• Data for this task:
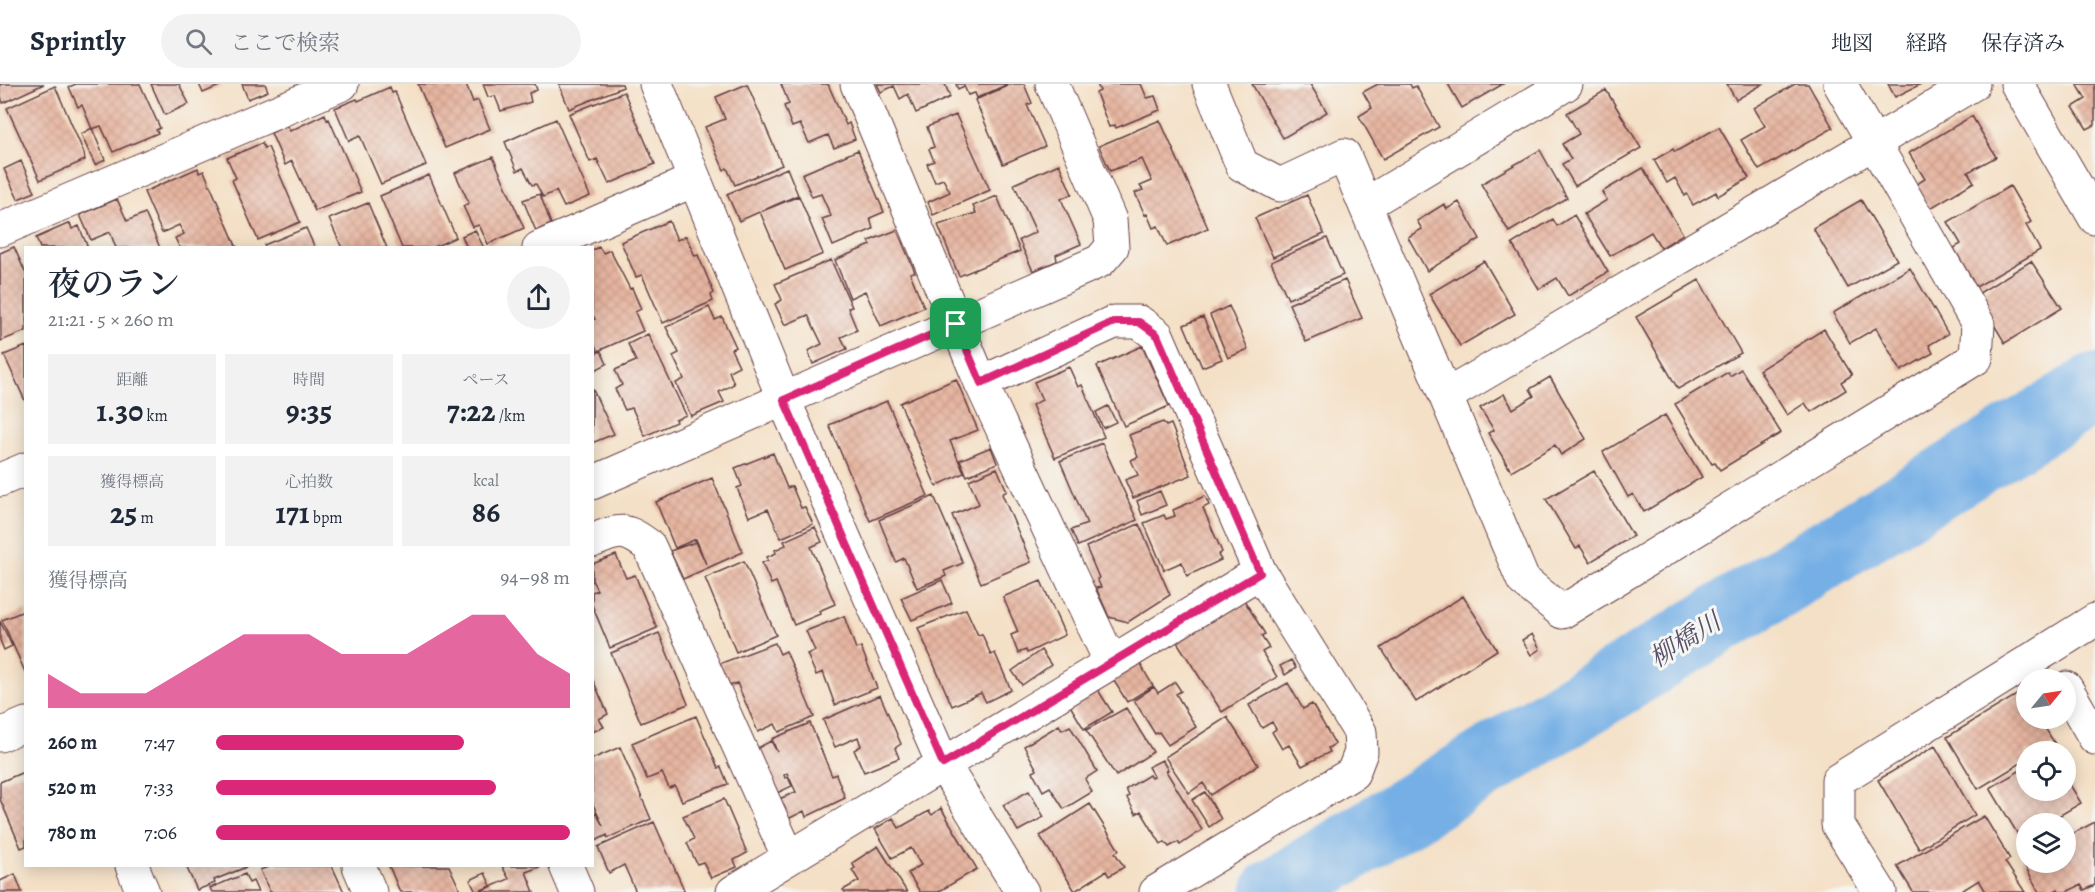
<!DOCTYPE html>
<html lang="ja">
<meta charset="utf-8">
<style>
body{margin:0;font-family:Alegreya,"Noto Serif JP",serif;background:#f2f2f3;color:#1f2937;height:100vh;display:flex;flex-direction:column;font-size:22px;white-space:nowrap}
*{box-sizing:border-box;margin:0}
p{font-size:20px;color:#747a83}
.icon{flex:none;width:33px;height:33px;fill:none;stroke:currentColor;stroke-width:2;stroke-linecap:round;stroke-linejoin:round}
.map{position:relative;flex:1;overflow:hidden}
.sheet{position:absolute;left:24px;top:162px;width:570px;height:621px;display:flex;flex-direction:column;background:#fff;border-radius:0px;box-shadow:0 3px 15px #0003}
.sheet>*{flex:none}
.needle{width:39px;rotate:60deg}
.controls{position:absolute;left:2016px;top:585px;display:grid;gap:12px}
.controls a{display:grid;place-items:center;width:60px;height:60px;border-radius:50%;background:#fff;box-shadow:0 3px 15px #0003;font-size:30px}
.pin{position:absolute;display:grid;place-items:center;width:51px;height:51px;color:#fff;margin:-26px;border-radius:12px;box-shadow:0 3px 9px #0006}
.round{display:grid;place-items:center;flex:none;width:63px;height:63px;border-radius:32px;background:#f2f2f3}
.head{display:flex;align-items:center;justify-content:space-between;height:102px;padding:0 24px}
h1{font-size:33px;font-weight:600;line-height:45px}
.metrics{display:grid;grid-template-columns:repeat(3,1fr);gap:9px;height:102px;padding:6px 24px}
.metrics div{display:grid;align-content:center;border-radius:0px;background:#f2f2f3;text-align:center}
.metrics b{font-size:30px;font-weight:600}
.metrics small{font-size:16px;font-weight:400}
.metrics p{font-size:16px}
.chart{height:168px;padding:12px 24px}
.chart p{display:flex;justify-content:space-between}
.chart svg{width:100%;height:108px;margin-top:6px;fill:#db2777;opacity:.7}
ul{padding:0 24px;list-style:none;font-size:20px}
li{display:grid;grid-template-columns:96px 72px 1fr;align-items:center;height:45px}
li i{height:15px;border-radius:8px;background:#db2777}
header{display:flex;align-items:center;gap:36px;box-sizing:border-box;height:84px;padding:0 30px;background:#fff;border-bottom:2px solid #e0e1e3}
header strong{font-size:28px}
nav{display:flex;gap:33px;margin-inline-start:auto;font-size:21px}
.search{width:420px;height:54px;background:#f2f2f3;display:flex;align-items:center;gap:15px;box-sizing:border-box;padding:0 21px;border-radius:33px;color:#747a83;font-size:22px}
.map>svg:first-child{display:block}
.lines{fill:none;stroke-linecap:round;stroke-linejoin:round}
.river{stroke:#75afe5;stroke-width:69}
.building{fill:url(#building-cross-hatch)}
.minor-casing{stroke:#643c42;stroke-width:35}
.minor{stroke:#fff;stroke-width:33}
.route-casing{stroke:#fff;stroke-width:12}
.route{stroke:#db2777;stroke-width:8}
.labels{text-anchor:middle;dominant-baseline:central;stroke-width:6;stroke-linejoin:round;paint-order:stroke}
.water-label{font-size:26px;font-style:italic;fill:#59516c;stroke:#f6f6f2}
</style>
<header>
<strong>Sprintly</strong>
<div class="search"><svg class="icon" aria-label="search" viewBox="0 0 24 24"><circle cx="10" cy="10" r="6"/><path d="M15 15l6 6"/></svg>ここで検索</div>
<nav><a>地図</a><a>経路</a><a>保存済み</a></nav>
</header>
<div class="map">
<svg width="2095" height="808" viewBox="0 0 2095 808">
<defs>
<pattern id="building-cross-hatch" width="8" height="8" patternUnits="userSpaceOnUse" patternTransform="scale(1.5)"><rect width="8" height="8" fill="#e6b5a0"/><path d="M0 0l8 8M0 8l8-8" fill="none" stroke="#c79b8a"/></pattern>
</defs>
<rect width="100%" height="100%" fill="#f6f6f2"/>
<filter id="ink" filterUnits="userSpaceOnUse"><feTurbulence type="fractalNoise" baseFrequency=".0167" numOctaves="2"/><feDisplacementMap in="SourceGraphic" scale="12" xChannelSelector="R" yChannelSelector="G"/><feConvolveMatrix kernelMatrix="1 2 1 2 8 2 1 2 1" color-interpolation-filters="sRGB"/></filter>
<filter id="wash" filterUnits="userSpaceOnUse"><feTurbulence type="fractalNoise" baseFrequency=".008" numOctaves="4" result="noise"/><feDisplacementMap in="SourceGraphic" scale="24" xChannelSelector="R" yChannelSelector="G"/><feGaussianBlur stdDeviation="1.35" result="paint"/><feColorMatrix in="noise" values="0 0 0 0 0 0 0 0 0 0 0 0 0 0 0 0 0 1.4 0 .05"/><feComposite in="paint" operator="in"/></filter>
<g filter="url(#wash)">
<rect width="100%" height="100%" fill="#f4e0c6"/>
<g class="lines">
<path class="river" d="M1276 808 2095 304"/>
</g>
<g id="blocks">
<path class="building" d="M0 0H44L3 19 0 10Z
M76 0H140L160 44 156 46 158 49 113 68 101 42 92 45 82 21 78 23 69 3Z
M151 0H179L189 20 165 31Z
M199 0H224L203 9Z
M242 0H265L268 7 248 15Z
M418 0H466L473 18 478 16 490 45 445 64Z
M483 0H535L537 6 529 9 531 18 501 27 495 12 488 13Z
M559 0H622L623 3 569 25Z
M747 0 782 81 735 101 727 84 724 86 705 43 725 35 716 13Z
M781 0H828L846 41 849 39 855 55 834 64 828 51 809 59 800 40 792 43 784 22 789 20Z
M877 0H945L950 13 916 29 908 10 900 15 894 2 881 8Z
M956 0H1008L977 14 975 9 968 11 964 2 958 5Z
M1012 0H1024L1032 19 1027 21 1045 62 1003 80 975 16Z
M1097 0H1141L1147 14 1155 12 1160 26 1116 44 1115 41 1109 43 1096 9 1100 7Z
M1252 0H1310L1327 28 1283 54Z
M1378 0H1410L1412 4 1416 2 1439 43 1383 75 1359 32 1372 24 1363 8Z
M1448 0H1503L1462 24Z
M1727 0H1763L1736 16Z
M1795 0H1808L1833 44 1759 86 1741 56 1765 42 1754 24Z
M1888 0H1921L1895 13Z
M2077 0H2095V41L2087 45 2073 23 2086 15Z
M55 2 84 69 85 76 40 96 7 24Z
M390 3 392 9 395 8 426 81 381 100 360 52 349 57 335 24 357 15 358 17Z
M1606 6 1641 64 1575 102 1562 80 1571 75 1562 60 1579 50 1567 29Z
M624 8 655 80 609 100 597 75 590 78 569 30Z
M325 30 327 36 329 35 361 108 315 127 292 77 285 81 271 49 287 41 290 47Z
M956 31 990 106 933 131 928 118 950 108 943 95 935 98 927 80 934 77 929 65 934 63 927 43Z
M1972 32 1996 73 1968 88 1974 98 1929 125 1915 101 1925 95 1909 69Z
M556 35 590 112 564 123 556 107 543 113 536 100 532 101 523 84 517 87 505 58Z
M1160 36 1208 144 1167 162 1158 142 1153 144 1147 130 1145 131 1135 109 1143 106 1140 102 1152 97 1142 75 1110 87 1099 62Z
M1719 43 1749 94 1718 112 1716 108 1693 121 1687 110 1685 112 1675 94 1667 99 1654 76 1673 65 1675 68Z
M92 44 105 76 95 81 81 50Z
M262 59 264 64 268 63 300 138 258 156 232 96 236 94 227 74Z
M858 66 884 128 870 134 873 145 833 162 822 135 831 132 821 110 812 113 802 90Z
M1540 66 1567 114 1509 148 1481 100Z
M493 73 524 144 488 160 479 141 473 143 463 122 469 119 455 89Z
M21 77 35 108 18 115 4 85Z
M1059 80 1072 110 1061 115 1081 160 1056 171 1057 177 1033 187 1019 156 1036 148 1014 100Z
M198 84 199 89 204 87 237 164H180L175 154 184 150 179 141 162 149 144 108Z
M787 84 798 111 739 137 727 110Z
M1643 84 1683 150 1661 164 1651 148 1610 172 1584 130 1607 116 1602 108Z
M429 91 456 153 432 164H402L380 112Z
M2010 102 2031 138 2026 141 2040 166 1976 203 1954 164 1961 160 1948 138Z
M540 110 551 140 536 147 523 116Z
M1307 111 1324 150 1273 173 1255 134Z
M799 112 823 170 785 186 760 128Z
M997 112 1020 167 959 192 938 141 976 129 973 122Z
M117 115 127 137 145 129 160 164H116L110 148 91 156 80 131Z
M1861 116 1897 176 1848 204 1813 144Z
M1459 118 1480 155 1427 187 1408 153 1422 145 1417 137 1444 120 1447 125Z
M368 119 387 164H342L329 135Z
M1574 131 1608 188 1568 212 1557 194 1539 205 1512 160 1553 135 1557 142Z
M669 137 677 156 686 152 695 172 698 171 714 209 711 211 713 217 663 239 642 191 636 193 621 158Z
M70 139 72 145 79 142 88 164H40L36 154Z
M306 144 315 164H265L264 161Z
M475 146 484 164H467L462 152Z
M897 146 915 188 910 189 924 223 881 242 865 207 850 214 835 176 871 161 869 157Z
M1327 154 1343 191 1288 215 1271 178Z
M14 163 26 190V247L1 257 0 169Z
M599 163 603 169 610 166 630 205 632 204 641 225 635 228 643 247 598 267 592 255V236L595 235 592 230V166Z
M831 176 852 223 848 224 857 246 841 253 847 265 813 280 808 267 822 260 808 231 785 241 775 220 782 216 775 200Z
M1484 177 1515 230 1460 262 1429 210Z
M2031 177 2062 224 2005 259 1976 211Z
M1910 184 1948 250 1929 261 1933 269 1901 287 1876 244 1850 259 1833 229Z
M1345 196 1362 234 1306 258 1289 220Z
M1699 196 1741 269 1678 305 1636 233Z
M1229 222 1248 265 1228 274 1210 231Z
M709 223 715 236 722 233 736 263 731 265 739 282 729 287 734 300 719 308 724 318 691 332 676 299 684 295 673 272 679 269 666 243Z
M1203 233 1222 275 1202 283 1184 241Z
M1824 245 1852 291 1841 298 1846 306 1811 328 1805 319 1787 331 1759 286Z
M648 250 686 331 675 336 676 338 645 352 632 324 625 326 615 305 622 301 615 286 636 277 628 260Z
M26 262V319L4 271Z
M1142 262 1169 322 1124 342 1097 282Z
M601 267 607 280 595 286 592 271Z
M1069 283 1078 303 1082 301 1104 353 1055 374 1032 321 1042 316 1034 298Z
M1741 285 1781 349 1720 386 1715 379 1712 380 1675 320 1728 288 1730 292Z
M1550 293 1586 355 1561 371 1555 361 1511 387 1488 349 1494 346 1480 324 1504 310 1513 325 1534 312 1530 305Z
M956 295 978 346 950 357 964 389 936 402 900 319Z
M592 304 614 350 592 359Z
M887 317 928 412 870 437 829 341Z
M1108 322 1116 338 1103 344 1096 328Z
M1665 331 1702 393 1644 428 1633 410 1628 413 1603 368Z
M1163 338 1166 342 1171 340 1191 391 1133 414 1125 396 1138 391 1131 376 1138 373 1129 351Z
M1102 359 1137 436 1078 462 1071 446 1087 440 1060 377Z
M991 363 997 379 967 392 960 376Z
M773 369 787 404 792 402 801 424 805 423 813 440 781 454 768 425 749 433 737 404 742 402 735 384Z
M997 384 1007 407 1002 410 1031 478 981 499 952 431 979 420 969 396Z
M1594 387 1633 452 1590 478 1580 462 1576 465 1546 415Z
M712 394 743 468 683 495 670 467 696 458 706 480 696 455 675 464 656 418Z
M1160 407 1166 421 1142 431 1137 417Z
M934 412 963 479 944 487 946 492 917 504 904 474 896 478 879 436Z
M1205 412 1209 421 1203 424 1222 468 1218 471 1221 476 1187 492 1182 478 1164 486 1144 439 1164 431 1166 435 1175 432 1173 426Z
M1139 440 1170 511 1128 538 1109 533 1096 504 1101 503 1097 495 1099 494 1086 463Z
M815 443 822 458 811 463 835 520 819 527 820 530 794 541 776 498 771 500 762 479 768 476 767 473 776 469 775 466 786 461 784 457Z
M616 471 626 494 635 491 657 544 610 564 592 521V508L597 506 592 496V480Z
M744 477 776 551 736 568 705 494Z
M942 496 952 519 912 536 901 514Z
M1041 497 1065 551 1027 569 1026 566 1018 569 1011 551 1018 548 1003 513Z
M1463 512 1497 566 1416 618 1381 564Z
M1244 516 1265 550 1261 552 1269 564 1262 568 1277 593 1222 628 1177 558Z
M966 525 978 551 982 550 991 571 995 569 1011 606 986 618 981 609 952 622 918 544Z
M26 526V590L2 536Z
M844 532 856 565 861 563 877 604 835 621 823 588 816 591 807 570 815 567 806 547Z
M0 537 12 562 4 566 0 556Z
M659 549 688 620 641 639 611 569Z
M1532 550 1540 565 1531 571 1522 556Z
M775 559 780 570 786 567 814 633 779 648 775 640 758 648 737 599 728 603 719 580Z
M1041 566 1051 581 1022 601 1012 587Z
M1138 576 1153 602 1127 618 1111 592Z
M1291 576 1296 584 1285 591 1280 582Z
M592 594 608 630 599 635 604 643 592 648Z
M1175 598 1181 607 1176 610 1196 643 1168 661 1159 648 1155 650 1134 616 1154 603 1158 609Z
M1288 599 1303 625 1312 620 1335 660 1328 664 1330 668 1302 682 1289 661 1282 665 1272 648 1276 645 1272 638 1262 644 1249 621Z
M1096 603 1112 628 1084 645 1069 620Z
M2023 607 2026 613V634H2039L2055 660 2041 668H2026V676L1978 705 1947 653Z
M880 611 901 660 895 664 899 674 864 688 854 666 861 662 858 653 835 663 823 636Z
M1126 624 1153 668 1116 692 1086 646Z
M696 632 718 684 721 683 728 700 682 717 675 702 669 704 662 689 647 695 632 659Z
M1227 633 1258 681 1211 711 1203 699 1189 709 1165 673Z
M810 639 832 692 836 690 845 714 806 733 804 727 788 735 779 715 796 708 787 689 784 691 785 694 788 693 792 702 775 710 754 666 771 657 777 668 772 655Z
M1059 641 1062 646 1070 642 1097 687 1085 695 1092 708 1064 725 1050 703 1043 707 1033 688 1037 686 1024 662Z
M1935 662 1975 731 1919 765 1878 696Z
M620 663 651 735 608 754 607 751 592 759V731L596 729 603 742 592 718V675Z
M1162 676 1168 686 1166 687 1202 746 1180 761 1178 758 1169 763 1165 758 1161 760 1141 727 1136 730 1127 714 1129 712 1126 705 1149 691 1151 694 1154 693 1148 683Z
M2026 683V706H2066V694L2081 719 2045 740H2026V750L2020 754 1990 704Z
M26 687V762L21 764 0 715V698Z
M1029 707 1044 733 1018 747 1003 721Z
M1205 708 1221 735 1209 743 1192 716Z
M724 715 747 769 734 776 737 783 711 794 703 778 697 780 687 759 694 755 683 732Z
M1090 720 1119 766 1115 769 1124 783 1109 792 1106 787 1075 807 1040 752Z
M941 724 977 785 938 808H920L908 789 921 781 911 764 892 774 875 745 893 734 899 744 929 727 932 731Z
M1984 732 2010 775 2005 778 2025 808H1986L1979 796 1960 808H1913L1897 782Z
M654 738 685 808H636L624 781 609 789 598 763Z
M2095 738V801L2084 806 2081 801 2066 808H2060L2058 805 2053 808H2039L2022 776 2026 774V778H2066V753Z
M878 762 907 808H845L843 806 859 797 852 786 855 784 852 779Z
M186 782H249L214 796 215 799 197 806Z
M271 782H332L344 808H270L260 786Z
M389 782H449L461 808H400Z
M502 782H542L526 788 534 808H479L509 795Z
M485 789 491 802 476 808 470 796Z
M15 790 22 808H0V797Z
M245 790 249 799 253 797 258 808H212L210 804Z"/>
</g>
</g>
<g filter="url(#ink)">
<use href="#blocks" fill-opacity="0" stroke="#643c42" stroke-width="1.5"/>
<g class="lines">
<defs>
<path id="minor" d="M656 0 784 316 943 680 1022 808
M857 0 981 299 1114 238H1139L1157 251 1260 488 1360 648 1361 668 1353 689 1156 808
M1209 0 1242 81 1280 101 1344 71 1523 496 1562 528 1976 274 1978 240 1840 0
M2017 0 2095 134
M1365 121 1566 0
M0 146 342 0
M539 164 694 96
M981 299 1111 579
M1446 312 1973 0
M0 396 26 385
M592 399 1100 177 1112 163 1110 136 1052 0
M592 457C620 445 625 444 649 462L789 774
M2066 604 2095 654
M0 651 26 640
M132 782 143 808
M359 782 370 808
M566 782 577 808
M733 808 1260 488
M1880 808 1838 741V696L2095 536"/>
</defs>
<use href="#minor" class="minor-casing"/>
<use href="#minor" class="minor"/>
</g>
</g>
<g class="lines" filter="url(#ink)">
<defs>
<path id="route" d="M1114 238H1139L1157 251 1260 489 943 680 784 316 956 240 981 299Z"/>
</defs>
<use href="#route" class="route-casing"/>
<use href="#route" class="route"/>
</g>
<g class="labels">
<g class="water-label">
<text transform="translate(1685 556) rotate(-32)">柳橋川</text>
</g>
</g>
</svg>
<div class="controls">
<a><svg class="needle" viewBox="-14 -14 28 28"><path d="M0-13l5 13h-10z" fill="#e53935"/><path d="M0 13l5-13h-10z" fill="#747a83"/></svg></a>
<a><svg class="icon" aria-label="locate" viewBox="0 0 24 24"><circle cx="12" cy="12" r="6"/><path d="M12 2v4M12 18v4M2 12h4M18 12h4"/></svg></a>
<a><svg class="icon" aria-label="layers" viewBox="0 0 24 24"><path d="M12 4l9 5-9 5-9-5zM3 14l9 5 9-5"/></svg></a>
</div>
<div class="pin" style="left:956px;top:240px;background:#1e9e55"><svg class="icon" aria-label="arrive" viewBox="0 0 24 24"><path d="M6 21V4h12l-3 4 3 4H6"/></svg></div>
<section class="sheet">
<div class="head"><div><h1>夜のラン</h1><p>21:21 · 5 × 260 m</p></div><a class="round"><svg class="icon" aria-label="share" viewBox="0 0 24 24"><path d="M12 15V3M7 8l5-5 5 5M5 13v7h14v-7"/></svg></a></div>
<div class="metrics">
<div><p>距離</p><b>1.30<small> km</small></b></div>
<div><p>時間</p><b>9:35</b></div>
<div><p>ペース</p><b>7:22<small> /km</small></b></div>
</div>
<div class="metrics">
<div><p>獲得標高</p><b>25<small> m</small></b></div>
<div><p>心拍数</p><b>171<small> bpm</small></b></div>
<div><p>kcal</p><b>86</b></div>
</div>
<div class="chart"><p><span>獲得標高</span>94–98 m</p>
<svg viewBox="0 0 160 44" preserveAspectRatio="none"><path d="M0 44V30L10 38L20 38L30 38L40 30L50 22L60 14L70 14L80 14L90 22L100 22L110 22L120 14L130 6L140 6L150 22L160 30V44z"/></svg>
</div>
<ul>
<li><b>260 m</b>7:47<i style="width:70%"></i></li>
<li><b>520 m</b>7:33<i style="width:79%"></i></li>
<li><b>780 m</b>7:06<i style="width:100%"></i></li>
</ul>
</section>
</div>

• Directions: Gather each line in the entries above where the string "shadow" is found.

• Exercise response:
.sheet{position:absolute;left:24px;top:162px;width:570px;height:621px;display:flex;flex-direction:column;background:#fff;border-radius:0px;box-shadow:0 3px 15px #0003}
.controls a{display:grid;place-items:center;width:60px;height:60px;border-radius:50%;background:#fff;box-shadow:0 3px 15px #0003;font-size:30px}
.pin{position:absolute;display:grid;place-items:center;width:51px;height:51px;color:#fff;margin:-26px;border-radius:12px;box-shadow:0 3px 9px #0006}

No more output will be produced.